What is the optimal order in which to service orders assuming a fixed budget?

Let’s assume that we have to service orders o_1,…,…o_n, with the n orders iterated by i. Let’s also assume that for each service order, we know how the costs change over time. For simplicity, let’s assume that time is discrete and portioned in units of days. If we service order o_i at time t, we expect the cost to be c_it. Each service order also has an expiration time, j, after which the order cannot be serviced. The cost at expiration time, j, is the cost of failure and denoted by c_ij.

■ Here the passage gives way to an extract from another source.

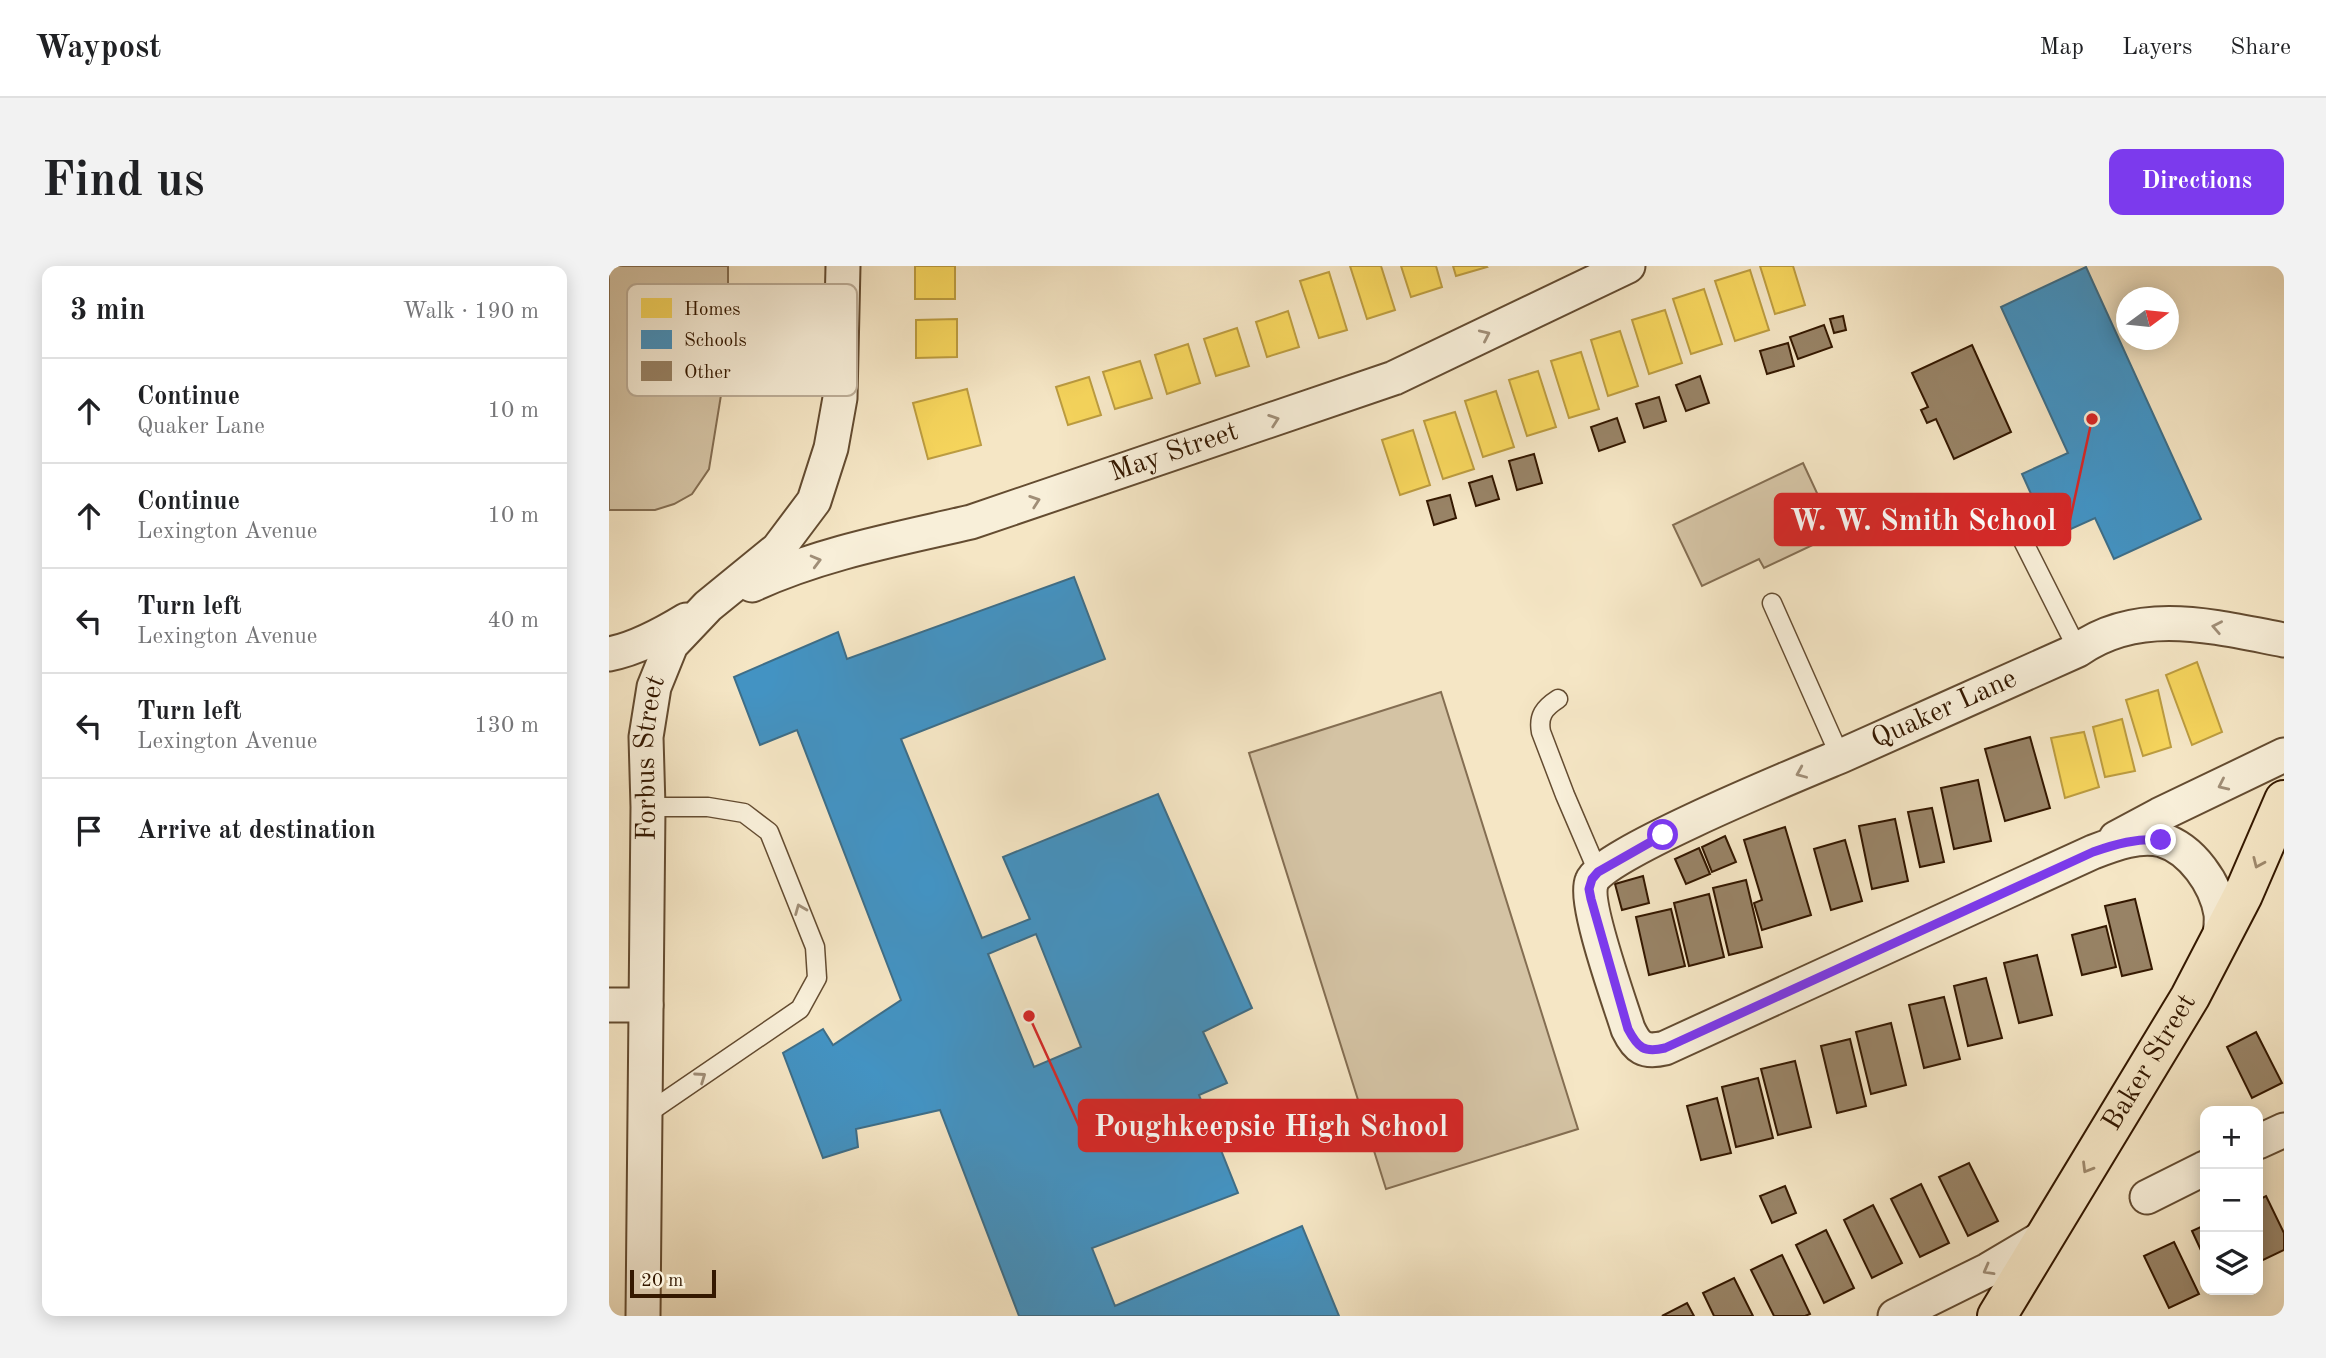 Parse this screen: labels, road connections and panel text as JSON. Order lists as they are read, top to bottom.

The optimal sequence of servicing orders is determined by expected losses—service the order first where the expected loss is the greatest. This leaves us with the question of how to estimate expected loss at time t. To come up with an expectation, we need to sum over some probability distribution. For o_it, we need the probability, p_it, that we would service o_i at t+1 till j. And then, we need to multiply p_it with c_ij. So framed, the expected loss for order i at time t =
c_it – \Sigma_{t+1}_{j} p_it * c_it

However, determining p_it is not straightforward. New items are added to the queue at t+1. On the flip side, we also get to re-prioritize at t+1. The question is if we will get to the item o_i at t+1? (It means p_it is 0 or 1.) For that, we need to forecast the kinds of items in the queue tomorrow. One simplification is to assume that items in the queue today are the same that will be in the queue tomorrow. Then, it reduces to estimating the cost of punting each item again tomorrow, sorting based on the costs at t+1, and checking whether we will get to clear the item. (We can forgo the simplification by forecasting our queue tomorrow, and each day after that till j for each item, and calculating the costs.)

If the data are available, we can tack on clearing time per order and get a better answer to whether we will clear o_it at time t or not.

Optimal Sequence in Which to Schedule Appointments

1 Jul

Say that you have a travel agency. Your job is to book rooms at hotels. Some hotels fill up more quickly than others, and you want to figure out which hotels to book at first so that your net booking rate is as high as it could be the staff you have.

The logic of prioritization is simple: prioritize those hotels where the expected loss if you don’t book now is the largest. The only thing we need to do is find a way to formalize the losses. Going straight to formalization is daunting. A toy example helps.

Imagine that there are two hotels Hotel A and Hotel B where if you call 2-days and 1-day in advance, the chances of successfully booking a room are .8 and .8, and .8 and .5 respectively. You can only make one call a day. So it is Hotel A or Hotel B. Also, assume that failing to book a room at Hotel A and Hotel B costs the same.

If you were making a decision 1-day out on which hotel to call to book, the smart thing would be to choose Hotel A. The probability of making a booking is larger. But ‘larger’ can be formalized in terms of losses. Day 0, the probability goes to 0. So you make .8 units of loss with Hotel A and .5 with Hotel B. So the potential loss from waiting is larger for Hotel A than Hotel B.

If you were asked to choose 2-days out, which one should you choose? In Hotel A, if you forgo 2-days out, your chances of successfully booking a room next day are .8. At Hotel B, the chances are .5. Let’s play out the two scenarios. If we choose to book at Hotel A 2-days out and Hotel B 1-day out, our expected batting average is (.8 + .5)/2. If we choose the opposite, our batting average is (.8 + .8)/2. It makes sense to choose the latter. Framed as expected losses, we go from .8 to .8 or 0 expected loss for Hotel A and .3 expected loss for Hotel B. So we should book Hotel B 2-days out.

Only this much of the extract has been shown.